Du théâtre de rue à la psychanalyse urbaine

Il faut dire que Laurent Petit n’est ni psychanalyste ni urbaniste ou expert de l’aménagement. L’homme vient du théâtre de rue, dans lequel il s’est lancé sur le tard après une fugace et morne carrière d’ingénieur. Ses premières interventions publiques ont consisté à démontrer les liens secrets qui unissent Mickey Mouse à Michel-Ange ("Mickey l'ange"). L’idée de psychanalyser les villes lui est venue un peu par hasard, quand le collectif d’architectes eXYZt lui a demandé de jouer les experts à l’occasion d'une remise de diplôme.

Après ce premier contact avec la fabrique de la ville, il enchaîne rapidement et s'adjoint le concours de quelques complices, dont Charles Altorffer alias « Urbain l’enchanteur ». Il y a d’abord la psychanalyse de Vierzon, un fiasco qu’il raconte sur le mode potache dans La Ville sur le divan : introduction à la psychanalyse urbaine, ouvrage paru début octobre aux éditions La Contre Allée. Mais c’est Maud LeFloc’h, directrice du pOlau, pôle des arts urbains, qui lui met véritablement le pied à l’étrier en 2008 : « quand je lui ai parlé de psychanalyse urbaine, ça a fait tilt tout de suite, explique Laurent Petit. Elle m’a invité à analyser Tours, où elle travaillait. » Comme il le raconte dans son livre, la cité ligérienne est un cas vraiment étonnant : si son « arbre mytho-généalogique » révèle un rapport compliqué à la Loire, mère volage n’arrêtant pas de changer de lit, c’est surtout dans la rivalité avec Saint-Pierre-des-Corps, batârde « rouge » malmenée par Tours la blanche bourgeoise, que se noue la névrose locale. Après avoir situé le PNSU tourangeau sous l’autoroute qui clive les deux villes, le psychanalyste propose donc de les réconcilier en inaugurant le Point zéro, un pilier peint en rouge et blanc, en présence des maires des deux villes.

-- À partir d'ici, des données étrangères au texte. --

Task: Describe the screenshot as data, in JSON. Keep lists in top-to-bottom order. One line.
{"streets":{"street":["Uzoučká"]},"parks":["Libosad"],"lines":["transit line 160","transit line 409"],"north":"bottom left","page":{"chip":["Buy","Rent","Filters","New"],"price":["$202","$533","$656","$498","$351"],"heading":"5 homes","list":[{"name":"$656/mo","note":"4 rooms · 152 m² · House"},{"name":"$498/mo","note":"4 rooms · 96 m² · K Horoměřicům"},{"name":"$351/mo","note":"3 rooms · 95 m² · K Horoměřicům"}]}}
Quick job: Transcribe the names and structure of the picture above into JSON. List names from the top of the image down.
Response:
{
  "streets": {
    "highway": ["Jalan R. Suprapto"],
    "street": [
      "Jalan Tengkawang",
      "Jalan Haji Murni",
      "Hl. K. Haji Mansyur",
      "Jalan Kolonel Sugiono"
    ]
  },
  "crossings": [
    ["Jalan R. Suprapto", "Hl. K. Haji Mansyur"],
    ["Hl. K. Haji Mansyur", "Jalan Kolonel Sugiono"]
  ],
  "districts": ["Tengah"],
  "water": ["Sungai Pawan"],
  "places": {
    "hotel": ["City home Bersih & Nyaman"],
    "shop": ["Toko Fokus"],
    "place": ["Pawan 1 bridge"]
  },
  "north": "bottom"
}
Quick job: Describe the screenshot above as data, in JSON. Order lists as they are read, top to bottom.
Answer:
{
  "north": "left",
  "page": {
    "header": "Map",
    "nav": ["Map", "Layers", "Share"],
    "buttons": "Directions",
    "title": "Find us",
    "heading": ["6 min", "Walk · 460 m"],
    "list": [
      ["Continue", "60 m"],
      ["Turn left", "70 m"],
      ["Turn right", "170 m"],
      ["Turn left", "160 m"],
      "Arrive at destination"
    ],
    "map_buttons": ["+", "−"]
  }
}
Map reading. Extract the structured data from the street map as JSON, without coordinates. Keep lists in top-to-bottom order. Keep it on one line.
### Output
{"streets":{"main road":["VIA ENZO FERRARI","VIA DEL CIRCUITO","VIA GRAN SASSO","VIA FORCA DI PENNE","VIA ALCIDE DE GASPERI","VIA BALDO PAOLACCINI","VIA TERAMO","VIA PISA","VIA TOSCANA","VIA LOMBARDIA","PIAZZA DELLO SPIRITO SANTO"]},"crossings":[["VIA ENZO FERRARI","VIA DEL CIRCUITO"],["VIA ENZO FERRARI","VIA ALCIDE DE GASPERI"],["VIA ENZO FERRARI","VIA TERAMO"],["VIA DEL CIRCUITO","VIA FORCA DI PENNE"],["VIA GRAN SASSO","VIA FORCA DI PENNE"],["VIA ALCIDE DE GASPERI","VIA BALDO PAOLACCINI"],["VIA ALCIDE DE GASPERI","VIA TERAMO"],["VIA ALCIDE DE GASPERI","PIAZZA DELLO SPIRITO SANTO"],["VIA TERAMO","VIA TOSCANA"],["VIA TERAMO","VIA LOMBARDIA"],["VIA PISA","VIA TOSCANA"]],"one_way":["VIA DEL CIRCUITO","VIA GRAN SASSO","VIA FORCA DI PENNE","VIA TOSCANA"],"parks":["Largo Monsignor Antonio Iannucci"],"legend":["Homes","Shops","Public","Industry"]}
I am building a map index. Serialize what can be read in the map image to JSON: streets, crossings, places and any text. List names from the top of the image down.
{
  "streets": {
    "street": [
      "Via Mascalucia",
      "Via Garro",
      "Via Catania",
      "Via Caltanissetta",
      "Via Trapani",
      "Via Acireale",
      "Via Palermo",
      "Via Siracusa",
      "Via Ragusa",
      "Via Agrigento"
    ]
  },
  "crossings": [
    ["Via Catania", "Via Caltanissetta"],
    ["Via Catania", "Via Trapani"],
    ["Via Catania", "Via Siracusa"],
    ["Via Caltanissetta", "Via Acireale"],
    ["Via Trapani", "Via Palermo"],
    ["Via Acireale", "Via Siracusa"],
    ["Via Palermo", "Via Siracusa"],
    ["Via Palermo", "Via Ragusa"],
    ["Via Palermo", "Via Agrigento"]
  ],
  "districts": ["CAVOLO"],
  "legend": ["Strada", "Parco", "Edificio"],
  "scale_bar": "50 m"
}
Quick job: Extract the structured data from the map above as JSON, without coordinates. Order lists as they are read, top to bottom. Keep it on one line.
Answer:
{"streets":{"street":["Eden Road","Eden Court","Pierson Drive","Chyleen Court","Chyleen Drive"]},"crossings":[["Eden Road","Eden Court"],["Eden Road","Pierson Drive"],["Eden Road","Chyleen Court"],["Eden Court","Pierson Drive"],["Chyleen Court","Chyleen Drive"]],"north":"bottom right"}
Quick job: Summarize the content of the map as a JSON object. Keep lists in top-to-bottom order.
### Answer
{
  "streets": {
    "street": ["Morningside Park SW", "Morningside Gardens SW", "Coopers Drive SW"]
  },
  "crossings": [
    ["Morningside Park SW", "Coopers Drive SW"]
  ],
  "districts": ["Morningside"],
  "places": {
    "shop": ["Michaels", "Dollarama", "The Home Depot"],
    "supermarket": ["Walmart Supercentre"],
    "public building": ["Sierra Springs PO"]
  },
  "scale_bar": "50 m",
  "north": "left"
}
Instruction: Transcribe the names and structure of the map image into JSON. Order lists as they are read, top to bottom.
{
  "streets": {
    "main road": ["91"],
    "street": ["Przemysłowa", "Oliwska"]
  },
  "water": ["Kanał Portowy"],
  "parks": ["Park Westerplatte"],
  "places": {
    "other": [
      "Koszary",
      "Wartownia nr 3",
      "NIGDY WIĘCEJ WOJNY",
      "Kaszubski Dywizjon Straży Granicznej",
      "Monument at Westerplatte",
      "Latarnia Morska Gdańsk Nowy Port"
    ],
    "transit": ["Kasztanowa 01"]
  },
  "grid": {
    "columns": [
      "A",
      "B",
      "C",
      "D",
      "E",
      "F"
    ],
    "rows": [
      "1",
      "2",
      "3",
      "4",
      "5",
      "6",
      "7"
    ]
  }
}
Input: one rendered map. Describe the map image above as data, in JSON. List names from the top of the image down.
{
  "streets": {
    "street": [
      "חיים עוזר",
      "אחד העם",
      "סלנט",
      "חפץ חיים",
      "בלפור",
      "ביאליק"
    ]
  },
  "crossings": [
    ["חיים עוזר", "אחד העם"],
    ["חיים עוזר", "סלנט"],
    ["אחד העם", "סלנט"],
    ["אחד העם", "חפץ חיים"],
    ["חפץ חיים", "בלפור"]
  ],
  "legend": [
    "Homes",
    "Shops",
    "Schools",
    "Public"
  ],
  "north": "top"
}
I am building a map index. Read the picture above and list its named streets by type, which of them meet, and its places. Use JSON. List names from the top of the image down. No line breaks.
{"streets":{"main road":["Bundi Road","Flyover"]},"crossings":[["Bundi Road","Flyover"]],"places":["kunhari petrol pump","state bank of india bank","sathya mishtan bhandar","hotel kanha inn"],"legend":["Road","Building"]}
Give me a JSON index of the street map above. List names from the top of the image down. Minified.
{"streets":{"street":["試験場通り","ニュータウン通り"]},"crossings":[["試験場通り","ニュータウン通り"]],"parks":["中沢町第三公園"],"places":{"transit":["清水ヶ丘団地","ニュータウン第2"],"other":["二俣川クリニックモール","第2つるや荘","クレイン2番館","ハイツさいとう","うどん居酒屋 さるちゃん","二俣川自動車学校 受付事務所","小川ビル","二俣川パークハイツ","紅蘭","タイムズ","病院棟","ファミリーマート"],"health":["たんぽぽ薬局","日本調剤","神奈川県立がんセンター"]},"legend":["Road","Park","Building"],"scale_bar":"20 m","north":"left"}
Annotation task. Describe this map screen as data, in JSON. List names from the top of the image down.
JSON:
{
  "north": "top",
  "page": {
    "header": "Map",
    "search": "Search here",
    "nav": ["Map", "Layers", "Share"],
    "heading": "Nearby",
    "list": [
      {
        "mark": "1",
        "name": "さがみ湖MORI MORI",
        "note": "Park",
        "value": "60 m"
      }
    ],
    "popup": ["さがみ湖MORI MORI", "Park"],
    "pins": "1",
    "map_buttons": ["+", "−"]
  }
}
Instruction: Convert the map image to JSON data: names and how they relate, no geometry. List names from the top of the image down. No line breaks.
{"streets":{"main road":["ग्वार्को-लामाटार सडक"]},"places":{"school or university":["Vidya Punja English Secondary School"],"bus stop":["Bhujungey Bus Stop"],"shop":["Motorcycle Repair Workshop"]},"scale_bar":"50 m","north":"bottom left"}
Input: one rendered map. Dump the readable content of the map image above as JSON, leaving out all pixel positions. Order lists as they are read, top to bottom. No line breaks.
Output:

"A Port-Saint-Louis dans les Bouches du Rhône, le maire est venu nous dire qu’on en était arrivés aux mêmes conclusions que l’agence d’urbanisme locale, mais pour un prix largement inférieur !" Laurent Petit, "psychanalyste urbain

Ailleurs, la cure peut passer par la création de Z.O.B (zones d’occupation bucolique, destinées à fertiliser la ville) ou d’AAAH (autoroutes astucieusement aménagées en habitations), selon le trouble identifié. Dans tous les cas, on rit beaucoup.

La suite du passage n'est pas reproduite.